Your objective | Set down the data below word for word, and leave the images aside.

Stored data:
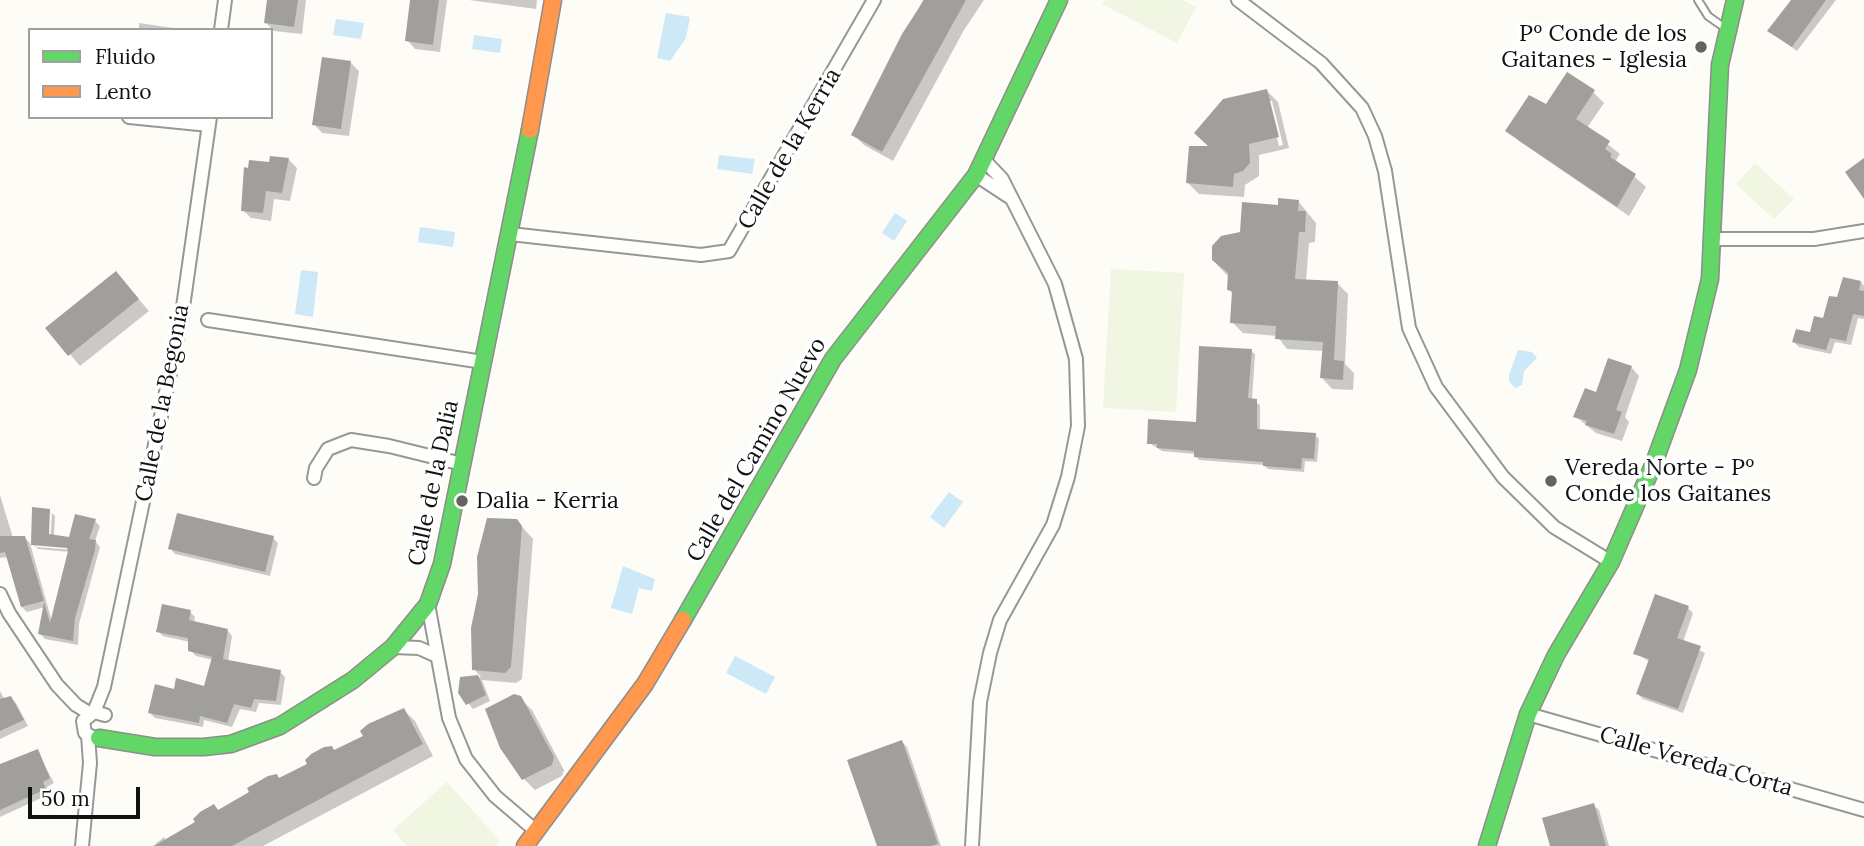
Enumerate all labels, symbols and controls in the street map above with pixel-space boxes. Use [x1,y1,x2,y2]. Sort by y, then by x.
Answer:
place label: Pº Conde de los Gaitanes - Iglesia [1501,20,1687,74]
legend [28,28,273,119]
marker: Pº Conde de los Gaitanes - Iglesia [1693,39,1709,55]
text: Fluido [95,43,156,70]
street label: Calle de la Kerria [733,64,847,234]
text: Lento [95,78,152,105]
street label: Calle de la Begonia [130,302,196,504]
street label: Calle del Camino Nuevo [681,333,833,567]
street label: Calle de la Dalia [403,398,465,568]
place label: Vereda Norte - Pº Conde los Gaitanes [1565,454,1771,508]
marker: Vereda Norte - Pº Conde los Gaitanes [1543,473,1559,489]
place label: Dalia - Kerria [476,487,619,515]
marker: Dalia - Kerria [454,493,470,509]
street label: Calle Vereda Corta [1596,721,1796,803]
scale bar [32,772,144,816]
text: 50 m [41,785,90,812]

Result of the exercise |
Enumerate all labels, symbols and controls in the street map above with pixel-space boxes. Use [x1,y1,x2,y2]. Sort by y, then by x.
Answer:
place label: Pº Conde de los Gaitanes - Iglesia [1501,20,1687,74]
legend [28,28,273,119]
marker: Pº Conde de los Gaitanes - Iglesia [1693,39,1709,55]
text: Fluido [95,43,156,70]
street label: Calle de la Kerria [733,64,847,234]
text: Lento [95,78,152,105]
street label: Calle de la Begonia [130,302,196,504]
street label: Calle del Camino Nuevo [681,333,833,567]
street label: Calle de la Dalia [403,398,465,568]
place label: Vereda Norte - Pº Conde los Gaitanes [1565,454,1771,508]
marker: Vereda Norte - Pº Conde los Gaitanes [1543,473,1559,489]
place label: Dalia - Kerria [476,487,619,515]
marker: Dalia - Kerria [454,493,470,509]
street label: Calle Vereda Corta [1596,721,1796,803]
scale bar [32,772,144,816]
text: 50 m [41,785,90,812]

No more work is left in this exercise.